**Work instruction**. Write out word for word each line from the top of the material through the line that has "margin:0; padding:0; list-style:none". Pictures do not go in.

**Provided records**.
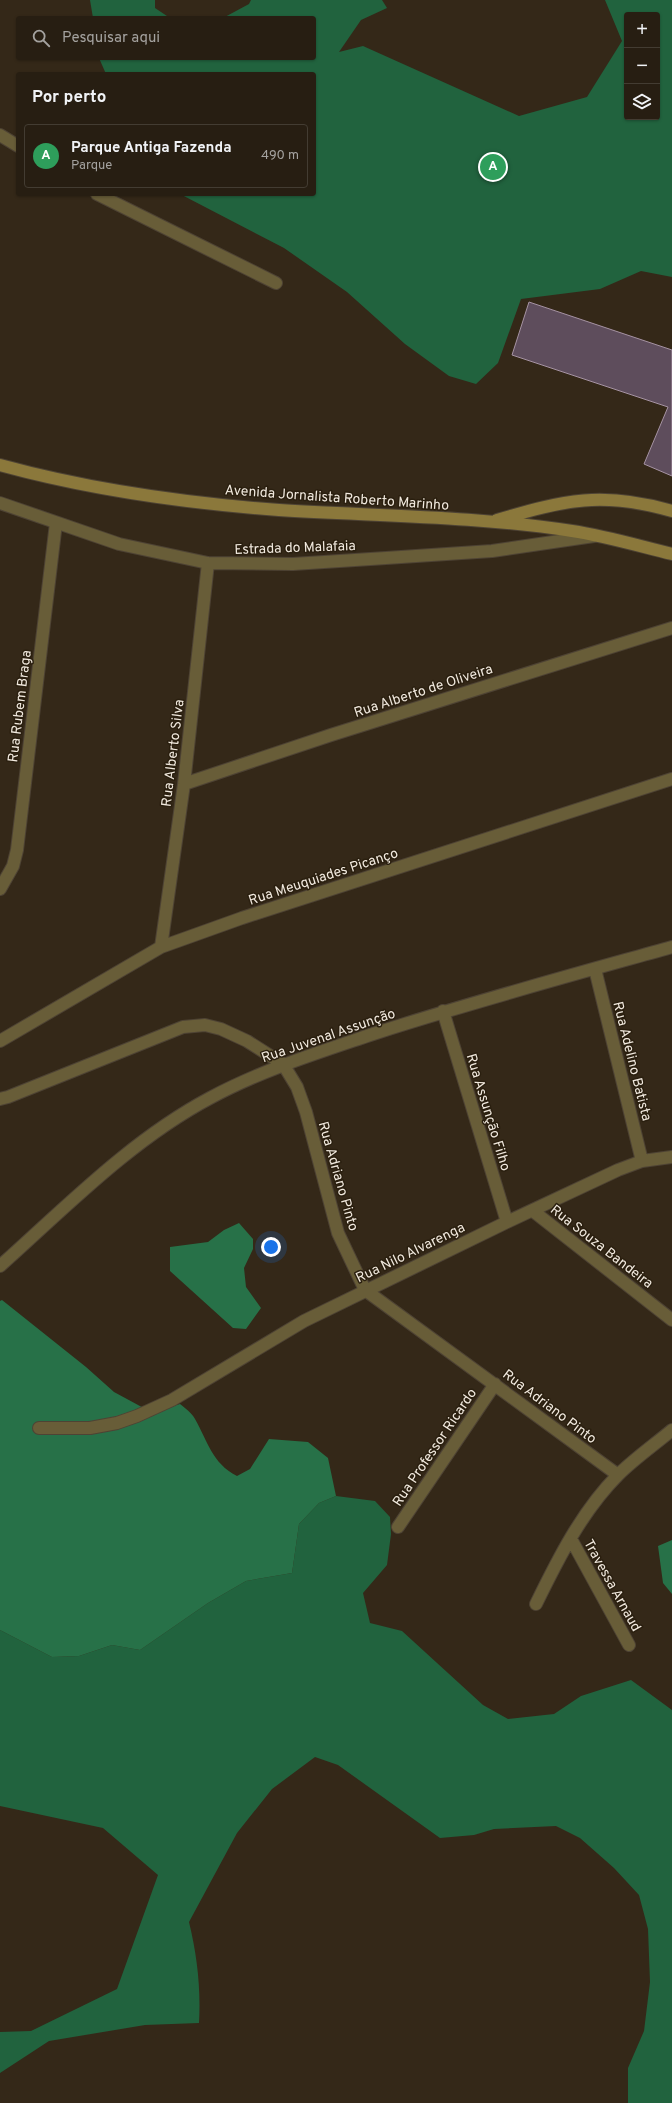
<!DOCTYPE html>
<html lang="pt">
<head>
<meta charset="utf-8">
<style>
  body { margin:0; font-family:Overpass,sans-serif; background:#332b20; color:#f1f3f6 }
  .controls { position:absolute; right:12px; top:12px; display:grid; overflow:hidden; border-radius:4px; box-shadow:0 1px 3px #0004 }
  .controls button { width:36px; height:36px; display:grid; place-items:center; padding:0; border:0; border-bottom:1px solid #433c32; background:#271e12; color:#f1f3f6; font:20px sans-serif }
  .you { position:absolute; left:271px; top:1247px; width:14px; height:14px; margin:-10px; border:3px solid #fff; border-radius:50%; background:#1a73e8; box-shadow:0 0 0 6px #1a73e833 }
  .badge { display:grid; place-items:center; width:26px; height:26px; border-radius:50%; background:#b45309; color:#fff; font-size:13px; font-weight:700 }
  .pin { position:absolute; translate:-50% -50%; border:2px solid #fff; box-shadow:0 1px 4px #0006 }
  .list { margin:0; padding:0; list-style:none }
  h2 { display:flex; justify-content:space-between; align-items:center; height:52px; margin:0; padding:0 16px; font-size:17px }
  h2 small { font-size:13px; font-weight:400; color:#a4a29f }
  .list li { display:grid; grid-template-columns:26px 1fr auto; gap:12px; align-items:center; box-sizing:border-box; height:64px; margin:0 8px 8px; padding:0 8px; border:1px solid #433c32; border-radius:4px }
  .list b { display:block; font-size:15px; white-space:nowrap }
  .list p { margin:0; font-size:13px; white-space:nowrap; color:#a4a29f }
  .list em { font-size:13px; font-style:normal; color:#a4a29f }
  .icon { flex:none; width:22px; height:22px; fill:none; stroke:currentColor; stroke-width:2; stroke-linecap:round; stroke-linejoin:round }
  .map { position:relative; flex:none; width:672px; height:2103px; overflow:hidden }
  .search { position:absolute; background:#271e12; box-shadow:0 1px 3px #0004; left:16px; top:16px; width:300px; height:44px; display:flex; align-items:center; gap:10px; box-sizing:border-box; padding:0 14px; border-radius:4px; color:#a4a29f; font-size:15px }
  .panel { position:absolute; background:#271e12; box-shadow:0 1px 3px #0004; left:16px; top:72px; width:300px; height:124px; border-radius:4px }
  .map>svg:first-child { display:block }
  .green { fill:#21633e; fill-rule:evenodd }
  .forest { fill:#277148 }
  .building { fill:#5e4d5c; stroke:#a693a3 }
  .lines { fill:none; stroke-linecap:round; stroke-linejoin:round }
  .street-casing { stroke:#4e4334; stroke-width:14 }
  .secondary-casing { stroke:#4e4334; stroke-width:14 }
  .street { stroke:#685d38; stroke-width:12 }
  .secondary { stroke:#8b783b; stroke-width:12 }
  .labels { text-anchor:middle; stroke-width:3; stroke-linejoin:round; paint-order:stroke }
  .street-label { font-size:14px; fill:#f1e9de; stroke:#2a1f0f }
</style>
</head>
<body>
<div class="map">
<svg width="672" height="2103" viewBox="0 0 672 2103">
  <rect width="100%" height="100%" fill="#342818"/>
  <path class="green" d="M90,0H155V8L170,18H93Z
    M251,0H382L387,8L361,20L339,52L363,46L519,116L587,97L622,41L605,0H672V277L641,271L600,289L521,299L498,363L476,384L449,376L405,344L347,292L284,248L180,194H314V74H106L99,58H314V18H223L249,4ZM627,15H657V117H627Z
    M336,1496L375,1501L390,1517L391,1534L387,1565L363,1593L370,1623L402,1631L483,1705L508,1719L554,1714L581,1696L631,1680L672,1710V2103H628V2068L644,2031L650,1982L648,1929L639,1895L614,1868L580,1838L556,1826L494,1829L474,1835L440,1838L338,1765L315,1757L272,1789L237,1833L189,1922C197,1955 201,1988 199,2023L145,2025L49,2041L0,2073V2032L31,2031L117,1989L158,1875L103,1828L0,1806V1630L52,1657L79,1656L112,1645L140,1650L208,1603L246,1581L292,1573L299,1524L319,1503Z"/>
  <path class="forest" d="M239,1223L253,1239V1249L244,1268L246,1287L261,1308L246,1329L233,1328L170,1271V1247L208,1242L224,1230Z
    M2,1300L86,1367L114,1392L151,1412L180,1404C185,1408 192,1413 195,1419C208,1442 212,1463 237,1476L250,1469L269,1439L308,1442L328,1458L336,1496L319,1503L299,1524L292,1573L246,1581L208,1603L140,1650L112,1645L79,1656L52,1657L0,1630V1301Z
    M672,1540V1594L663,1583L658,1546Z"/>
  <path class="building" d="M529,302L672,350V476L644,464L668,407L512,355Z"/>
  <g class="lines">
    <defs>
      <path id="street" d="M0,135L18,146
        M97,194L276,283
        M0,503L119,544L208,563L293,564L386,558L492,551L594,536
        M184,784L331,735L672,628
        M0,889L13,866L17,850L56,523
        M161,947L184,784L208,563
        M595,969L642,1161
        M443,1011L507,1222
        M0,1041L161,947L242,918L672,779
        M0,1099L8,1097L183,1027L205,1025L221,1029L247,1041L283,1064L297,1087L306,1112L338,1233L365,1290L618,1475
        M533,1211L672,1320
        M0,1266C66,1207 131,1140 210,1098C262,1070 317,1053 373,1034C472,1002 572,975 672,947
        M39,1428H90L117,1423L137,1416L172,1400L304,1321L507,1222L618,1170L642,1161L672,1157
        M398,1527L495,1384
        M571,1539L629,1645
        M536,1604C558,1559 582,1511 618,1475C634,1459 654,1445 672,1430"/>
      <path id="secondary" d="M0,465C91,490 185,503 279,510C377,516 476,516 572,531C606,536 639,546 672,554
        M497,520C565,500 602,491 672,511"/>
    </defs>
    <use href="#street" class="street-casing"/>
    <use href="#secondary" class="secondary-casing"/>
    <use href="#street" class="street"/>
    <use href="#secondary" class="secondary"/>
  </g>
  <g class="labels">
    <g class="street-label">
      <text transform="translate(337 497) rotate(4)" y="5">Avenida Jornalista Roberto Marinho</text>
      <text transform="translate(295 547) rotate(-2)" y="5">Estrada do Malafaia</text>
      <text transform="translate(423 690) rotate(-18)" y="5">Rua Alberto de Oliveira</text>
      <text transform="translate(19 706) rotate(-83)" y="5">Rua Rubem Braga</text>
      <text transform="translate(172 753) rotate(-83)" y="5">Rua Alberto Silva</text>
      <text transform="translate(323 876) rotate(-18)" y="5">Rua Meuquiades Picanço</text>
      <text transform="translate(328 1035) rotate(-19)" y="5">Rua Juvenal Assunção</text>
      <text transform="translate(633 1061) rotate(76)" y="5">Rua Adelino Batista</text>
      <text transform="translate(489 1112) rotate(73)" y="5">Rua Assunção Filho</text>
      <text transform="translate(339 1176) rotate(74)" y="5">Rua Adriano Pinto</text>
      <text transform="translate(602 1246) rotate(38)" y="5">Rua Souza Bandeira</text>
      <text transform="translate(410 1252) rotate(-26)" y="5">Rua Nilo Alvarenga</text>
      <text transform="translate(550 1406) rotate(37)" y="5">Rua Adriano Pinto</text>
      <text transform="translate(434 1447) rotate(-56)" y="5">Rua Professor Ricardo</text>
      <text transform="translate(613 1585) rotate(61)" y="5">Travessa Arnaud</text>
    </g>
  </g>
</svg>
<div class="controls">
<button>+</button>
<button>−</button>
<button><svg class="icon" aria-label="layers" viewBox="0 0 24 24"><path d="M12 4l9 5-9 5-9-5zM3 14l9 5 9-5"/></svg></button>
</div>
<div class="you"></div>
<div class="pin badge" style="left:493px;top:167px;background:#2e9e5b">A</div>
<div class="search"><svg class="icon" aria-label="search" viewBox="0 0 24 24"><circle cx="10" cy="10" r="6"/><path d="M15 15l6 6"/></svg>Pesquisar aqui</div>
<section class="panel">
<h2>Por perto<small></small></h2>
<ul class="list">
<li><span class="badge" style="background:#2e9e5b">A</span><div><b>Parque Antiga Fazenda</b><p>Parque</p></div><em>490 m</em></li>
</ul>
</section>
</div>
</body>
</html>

**Final answer**.
<!DOCTYPE html>
<html lang="pt">
<head>
<meta charset="utf-8">
<style>
  body { margin:0; font-family:Overpass,sans-serif; background:#332b20; color:#f1f3f6 }
  .controls { position:absolute; right:12px; top:12px; display:grid; overflow:hidden; border-radius:4px; box-shadow:0 1px 3px #0004 }
  .controls button { width:36px; height:36px; display:grid; place-items:center; padding:0; border:0; border-bottom:1px solid #433c32; background:#271e12; color:#f1f3f6; font:20px sans-serif }
  .you { position:absolute; left:271px; top:1247px; width:14px; height:14px; margin:-10px; border:3px solid #fff; border-radius:50%; background:#1a73e8; box-shadow:0 0 0 6px #1a73e833 }
  .badge { display:grid; place-items:center; width:26px; height:26px; border-radius:50%; background:#b45309; color:#fff; font-size:13px; font-weight:700 }
  .pin { position:absolute; translate:-50% -50%; border:2px solid #fff; box-shadow:0 1px 4px #0006 }
  .list { margin:0; padding:0; list-style:none }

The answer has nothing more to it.